10 Pucuk Senjata Milik TNI Hilang saat Kerusuhan di Papua Sudah Dikembalikan

Seperti diketahui, 10 pucuk senjata api milik TNI AD dilaporkan hilang dalam insiden kerusuhan yang terjadi di Deiyai, Papua Rabu (28/8). Salah satu senjata hilang adalah pucuk senpi yang dipegang almarhum Serda Rikson. Dilaporkan 10 pucuk senpi jenis SS 1 itu hilang beserta magasen yang berisi pelurunya.

Intan Umbari Prihatin
Oleh Intan Umbari Prihatin - Reporter
10 Pucuk Senjata Milik TNI Hilang saat Kerusuhan di Papua Sudah Dikembalikan
Wiranto. ©2018 Merdeka.com

Menko Polhukam Wiranto mengatakan, telah dilaporkan Panglima TNI Marsekal Hadi Tjahjanto mengenai insiden kerusuhan di Deiyai, Papua Rabu (28/8). Dalam kerusuhan itu 10 pucuk senjata api milik TNI hilang.

Menurut Wiranto, senjata yang diambil itu telah dikembalikan. Senjata itu dikembalikan setelah pihak TNI berhasil membujuk massa tersebut.

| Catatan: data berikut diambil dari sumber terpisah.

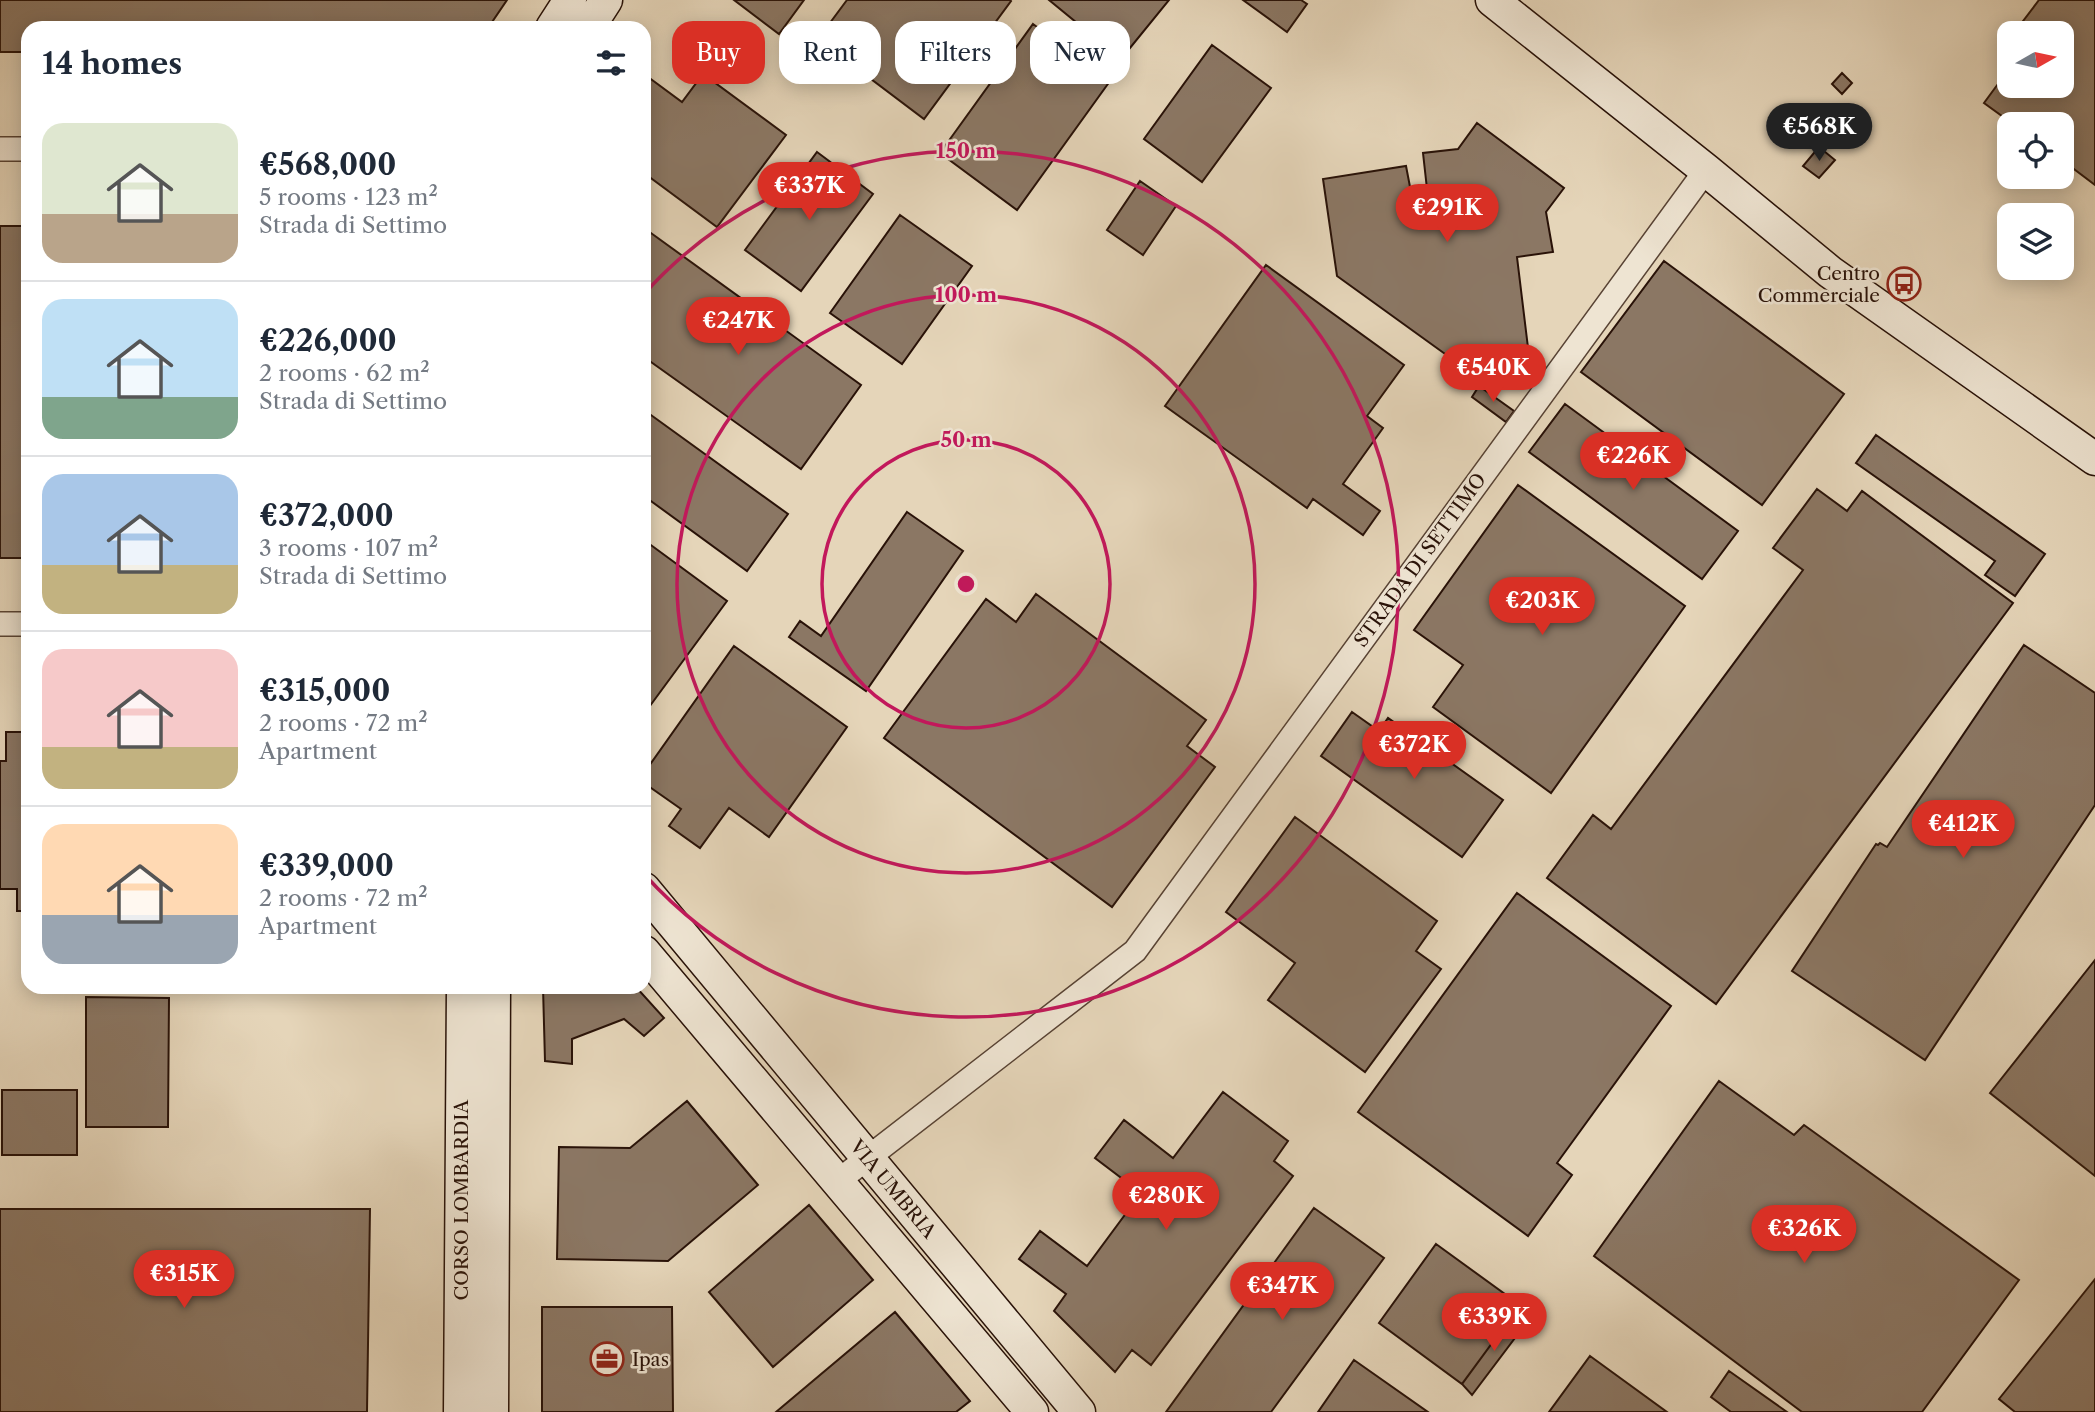 <!DOCTYPE html>
<meta charset="utf-8">
<style>
:root{--surface:#fff;--page:#f6f6f7;--text:#1f2937;--muted:#747a83;--line:#e0e1e3;--accent:#d93025}
body{margin:0;font-family:"Libre Caslon Text",serif;background:var(--page);color:var(--text);height:100vh;display:flex;flex-direction:column;font-size:26px;white-space:nowrap}
*{box-sizing:border-box;margin:0}
p{font-size:23px;color:var(--muted)}
.icon{flex:none;width:38px;height:38px;fill:none;stroke:currentColor;stroke-width:2;stroke-linecap:round;stroke-linejoin:round}
.map{position:relative;flex:1;overflow:hidden}
.details{position:absolute;left:21px;top:21px;width:630px;height:973px;display:flex;flex-direction:column;background:var(--surface);border-radius:21px;box-shadow:0 4px 18px #0003}
.details>*{flex:none}
.top-card{position:absolute;left:672px;top:21px;width:665px;height:63px;display:flex;gap:14px}
.needle{width:46px;rotate:81deg}
.controls{position:absolute;left:1997px;top:21px;display:grid;gap:14px}
.controls a{display:grid;place-items:center;width:77px;height:77px;border-radius:14px;background:var(--surface);box-shadow:0 4px 18px #0003;font-size:35px}
.price{position:absolute;translate:-50% -60px;padding:0 16px;border-radius:24px;background:var(--accent);color:#fff;font-size:23px;line-height:46px;filter:drop-shadow(0 2px 4px #0008)}
.price::after{content:'';position:absolute;left:50%;top:42px;width:21px;height:16px;margin-left:-10px;background:inherit;clip-path:polygon(0 0,100% 0,50% 100%)}
.price.current{background:#222;color:#fff}
ul{padding:0;list-style:none}
li{display:flex;align-items:center;gap:21px;height:175px;padding:0 21px}
li+li{border-top:2px solid var(--line)}
li span{display:grid;place-items:center;flex:none;width:196px;height:140px;border-radius:21px;color:#555}
li>.icon{margin-inline-start:auto}
span .icon{width:84px;height:84px;fill:#fffc;stroke-width:1}
li b{font-size:30px}
h2{display:flex;justify-content:space-between;align-items:center;height:84px;padding:0 21px;font-size:30px}
.chip{padding:0 24px;border-radius:21px;background:var(--surface);box-shadow:0 4px 18px #0003;font-size:24px;line-height:63px}
.chip.current{background:var(--accent);color:#fff}
.map>svg:first-child{display:block}
.building{fill:#8b7764;stroke:#291208;stroke-width:2}
.lines{fill:none;stroke-linecap:round;stroke-linejoin:round}
.street-casing{stroke:#584334;stroke-width:26}
.secondary-casing{stroke:#291208;stroke-width:35}
.street{stroke:#eee4d2;stroke-width:23}
.secondary{stroke:#eee4d2;stroke-width:32}
.ring{fill:none;stroke:#c2185b;stroke-width:3.5}
.labels{text-anchor:middle;dominant-baseline:central;stroke-width:5;stroke-linejoin:round;paint-order:stroke}
.poi-label{font-size:19px;fill:#291208;stroke:#eee4d2;text-anchor:end}
.street-label{font-size:19px;fill:#291208;stroke:#eee4d2}
.centre{fill:#c2185b;stroke:#eee4d2;stroke-width:3.5}
.ring-label{font-size:21px;text-anchor:middle;font-weight:bold;fill:#c2185b;stroke:#eee4d2;stroke-width:5;stroke-linejoin:round;paint-order:stroke}
</style>
<div class="map">
<svg width="2095" height="1412" viewBox="0 0 2095 1412">
<rect width="100%" height="100%" fill="#e5d5b9"/>
<filter id="stains"><feTurbulence type="fractalNoise" baseFrequency=".00286" numOctaves="4"/><feColorMatrix values="0 0 0 0 .2 0 0 0 0 .09 0 0 0 0 .02 0 0 0 .5 -.17"/></filter>
<radialGradient id="worn" r=".72"><stop offset=".6" stop-color="#630" stop-opacity="0"/><stop offset="1" stop-color="#630" stop-opacity=".3"/></radialGradient>
<path class="building" d="M0 0H507L488 28H28V52H0Z
M734 0H804L779 34Z
M847 0H1010L1011 1 924 119 818 39Z
M1049 0H1169L1121 59Z
M1243 0H1301L1307 4 1287 32Z
M2039 0H2095V185L2062 160V124H2013L1984 103 2009 69V86H2062V33H2014Z
M1033 24 1110 81 1017 210 940 153Z
M1212 45 1271 88 1202 182 1144 139Z
M1842 73 1852 83 1842 94 1832 84Z
M644 74 682 102 703 74 786 135 717 227 644 173Z
M1477 123 1564 188 1546 212 1553 252 1517 257 1529 356 1459 364 1337 276 1323 179 1406 166 1411 192 1427 189 1423 153 1458 149Z
M1819 147 1835 160 1819 178 1803 166Z
M817 152 873 194 801 291 745 250Z
M1140 181 1176 206 1143 255 1107 230Z
M900 215 972 266 902 364 830 313Z
M0 226H28V558H0Z
M644 228 861 385 801 469 644 357Z
M1664 261 1844 394 1762 505 1581 372Z
M1266 265 1404 365 1367 416 1383 428 1343 484 1380 511 1363 535 1313 499 1307 508 1165 406Z
M1479 386 1514 411 1506 422 1472 397Z
M1565 404 1738 531 1702 579 1529 452Z
M644 410 788 514 747 571 644 496Z
M1876 435 2045 554 2015 596 1985 575 1995 561 1856 463Z
M1518 485 1685 606 1551 793 1433 707 1463 665 1414 630Z
M1817 489 1847 511 1862 491 2013 603 1716 1004 1547 878 1593 815 1611 829 1803 570 1773 548Z
M907 512 963 551 866 691 789 637 800 621 821 636Z
M644 540 727 601 644 714Z
M1036 594 1206 720 1187 746 1215 767 1112 907 884 738 986 599 1016 622Z
M2024 645 2095 693V805L1925 1060 1792 971 1876 844 1878 845 1880 843 1887 847Z
M734 646 847 727 769 837 729 808 700 848 669 826 681 809 644 783V773Z
M1352 712 1379 731 1388 718 1503 800 1462 857 1321 756Z
M6 732H28V911H17V889H0V761H6Z
M1295 817 1437 921 1416 951 1441 969 1365 1072 1268 1000 1295 963 1226 912Z
M1517 893 1671 1006 1557 1163 1572 1175 1528 1236 1358 1112Z
M2095 960V1176L1990 1093Z
M543 987H636L664 1018 644 1036 624 1019 572 1039V1064L545 1061Z
M86 997 169 998 168 1127H86Z
M1719 1081 1794 1135 1804 1125 2019 1280 1922 1412H1802L1594 1256Z
M2 1090H77V1155H2Z
M1223 1092 1288 1141 1274 1161 1293 1176 1151 1365 1132 1350 1115 1372 1054 1311 1066 1294 1019 1259 1040 1231 1087 1266 1141 1193 1095 1158 1124 1120 1173 1158Z
M687 1101 758 1185 668 1261 557 1259 559 1147 630 1148Z
M809 1205 873 1280 773 1367 709 1292Z
M1314 1208 1384 1258 1271 1412H1166Z
M0 1209H370L367 1412H0Z
M1436 1244 1520 1305 1462 1384 1379 1323Z
M2095 1279V1412H2015L1999 1399Z
M542 1307H672L673 1412H542Z
M895 1312 970 1401 956 1412H776Z
M1515 1312 1527 1322 1472 1395 1462 1384Z
M1590 1356 1667 1412H1549Z
M1354 1360 1428 1412H1318Z
M1729 1371 1787 1412H1731L1711 1397Z"/>
<g class="lines">
<defs>
<path id="street" d="M0 149H28
M0 624H28
M838 1181 1135 951 1706 170"/>
<path id="secondary" d="M1492 0 1706 170 1830 272 2095 459
M552 28 570 0
M588 28 606 0
M644 889 1079 1412
M644 952 1032 1412
M460 1412 463 987
M492 1412 494 987"/>
</defs>
<use href="#street" class="street-casing"/>
<use href="#secondary" class="secondary-casing"/>
<use href="#street" class="street"/>
<use href="#secondary" class="secondary"/>
</g>
<g class="ring">
<circle cx="966" cy="584" r="144"/>
<circle cx="966" cy="584" r="289"/>
<path d="M644 294A433 433 0 1 1 644 874"/>
</g>
<defs>
<symbol id="bus-ring" viewBox="-11 -11 22 22"><circle r="9.5" fill="#eee4d2" stroke="#8f2418" stroke-width="1.5"/><path d="M-5-6H5V4H4V6H2V4H-2V6H-4V4H-5ZM-3.5-4V0h7V-4ZM-3.5 1.2v1.5H-2V1.2ZM2 1.2v1.5H3.5V1.2Z" fill="#8f2418"/></symbol>
<symbol id="office-ring" viewBox="-11 -11 22 22"><circle r="9.5" fill="#eee4d2" stroke="#8f2418" stroke-width="1.5"/><path d="M-6-3h4V-5.5h4V-3h4V5H-6ZM-1-4.5V-3h2v-1.5ZM-6 0V1H6V0Z" fill="#8f2418"/></symbol>
</defs>
<g fill-rule="evenodd">
<use href="#bus-ring" x="1885" y="265" width="38" height="38"/>
<use href="#office-ring" x="588" y="1340" width="38" height="38"/>
</g>
<g class="labels">
<g class="poi-label">
<text x="1880" y="273">Centro<tspan x="1880" dy="22">Commerciale</tspan></text>
<text x="632" y="1359" text-anchor="start">Ipas</text>
</g>
<g class="street-label">
<text transform="translate(1420 560) rotate(-54)">STRADA DI SETTIMO</text>
<text transform="translate(893 1189) rotate(50)">VIA UMBRIA</text>
<text transform="translate(461 1200) rotate(-90)">CORSO LOMBARDIA</text>
</g>
</g>
<circle cx="966" cy="584" r="10" class="centre"/>
<g class="ring-label">
<text x="966" y="158">150 m</text>
<text x="966" y="302">100 m</text>
<text x="966" y="447">50 m</text>
</g>
<rect width="100%" height="100%" filter="url(#stains)"/>
<rect width="100%" height="100%" fill="url(#worn)"/>
</svg>
<div class="controls">
<a><svg class="needle" viewBox="-14 -14 28 28"><path d="M0-13l5 13h-10z" fill="#e53935"/><path d="M0 13l5-13h-10z" fill="#747a83"/></svg></a>
<a><svg class="icon" aria-label="locate" viewBox="0 0 24 24"><circle cx="12" cy="12" r="6"/><path d="M12 2v4M12 18v4M2 12h4M18 12h4"/></svg></a>
<a><svg class="icon" aria-label="layers" viewBox="0 0 24 24"><path d="M12 4l9 5-9 5-9-5zM3 14l9 5 9-5"/></svg></a>
</div>
<b class="price current" style="left:1819px;top:163px">€568K</b>
<b class="price" style="left:809px;top:222px">€337K</b>
<b class="price" style="left:1447px;top:244px">€291K</b>
<b class="price" style="left:738px;top:357px">€247K</b>
<b class="price" style="left:1493px;top:404px">€540K</b>
<b class="price" style="left:1633px;top:492px">€226K</b>
<b class="price" style="left:1542px;top:637px">€203K</b>
<b class="price" style="left:1414px;top:781px">€372K</b>
<b class="price" style="left:1963px;top:860px">€412K</b>
<b class="price" style="left:1166px;top:1232px">€280K</b>
<b class="price" style="left:1804px;top:1265px">€326K</b>
<b class="price" style="left:184px;top:1310px">€315K</b>
<b class="price" style="left:1282px;top:1322px">€347K</b>
<b class="price" style="left:1494px;top:1353px">€339K</b>
<div class="top-card">
<a class="chip current">Buy</a>
<a class="chip">Rent</a>
<a class="chip">Filters</a>
<a class="chip">New</a>
</div>
<section class="details">
<h2>14 homes<svg class="icon" aria-label="filters" viewBox="0 0 24 24"><path d="M4 7h16M4 17h16"/><circle cx="9" cy="7" r="2"/><circle cx="15" cy="17" r="2"/></svg></h2>
<ul>
<li><span style="background:linear-gradient(#dfe7d0 65%,#b9a48a 0)"><svg class="icon" aria-label="home" viewBox="0 0 24 24"><path d="M3 11l9-7 9 7M6 9v11h12V9"/></svg></span><div><b>€568,000</b><p>5 rooms · 123 m²</p><p>Strada di Settimo</p></div></li>
<li><span style="background:linear-gradient(#bfe0f5 70%,#7fa58c 0)"><svg class="icon" aria-label="home" viewBox="0 0 24 24"><path d="M3 11l9-7 9 7M6 9v11h12V9"/></svg></span><div><b>€226,000</b><p>2 rooms · 62 m²</p><p>Strada di Settimo</p></div></li>
<li><span style="background:linear-gradient(#a9c7e8 65%,#c2b280 0)"><svg class="icon" aria-label="home" viewBox="0 0 24 24"><path d="M3 11l9-7 9 7M6 9v11h12V9"/></svg></span><div><b>€372,000</b><p>3 rooms · 107 m²</p><p>Strada di Settimo</p></div></li>
<li><span style="background:linear-gradient(#f6c9c9 70%,#c2b280 0)"><svg class="icon" aria-label="home" viewBox="0 0 24 24"><path d="M3 11l9-7 9 7M6 9v11h12V9"/></svg></span><div><b>€315,000</b><p>2 rooms · 72 m²</p><p>Apartment</p></div></li>
<li><span style="background:linear-gradient(#ffd9b3 65%,#9aa5b1 0)"><svg class="icon" aria-label="home" viewBox="0 0 24 24"><path d="M3 11l9-7 9 7M6 9v11h12V9"/></svg></span><div><b>€339,000</b><p>2 rooms · 72 m²</p><p>Apartment</p></div></li>
</ul>
</section>
</div>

"Syukur yang dilaporkan 10 pucuk itu sudah kembali. Ya memang sudah sampai ke gunung dengan cara persuasif untuk mengembalikan senjata yang 10 pucuk ini," kata Wiranto usai menggelar rapat terbatas dengan Presiden Jokowi terkait situasi terkini di Papua, Jumat (30/8). Rapat terbatas itu dihadiri Mensesneg, Seskab, Menko Polhukam, Menlu, Panglima TNI, KApolri dan Kepala BIN.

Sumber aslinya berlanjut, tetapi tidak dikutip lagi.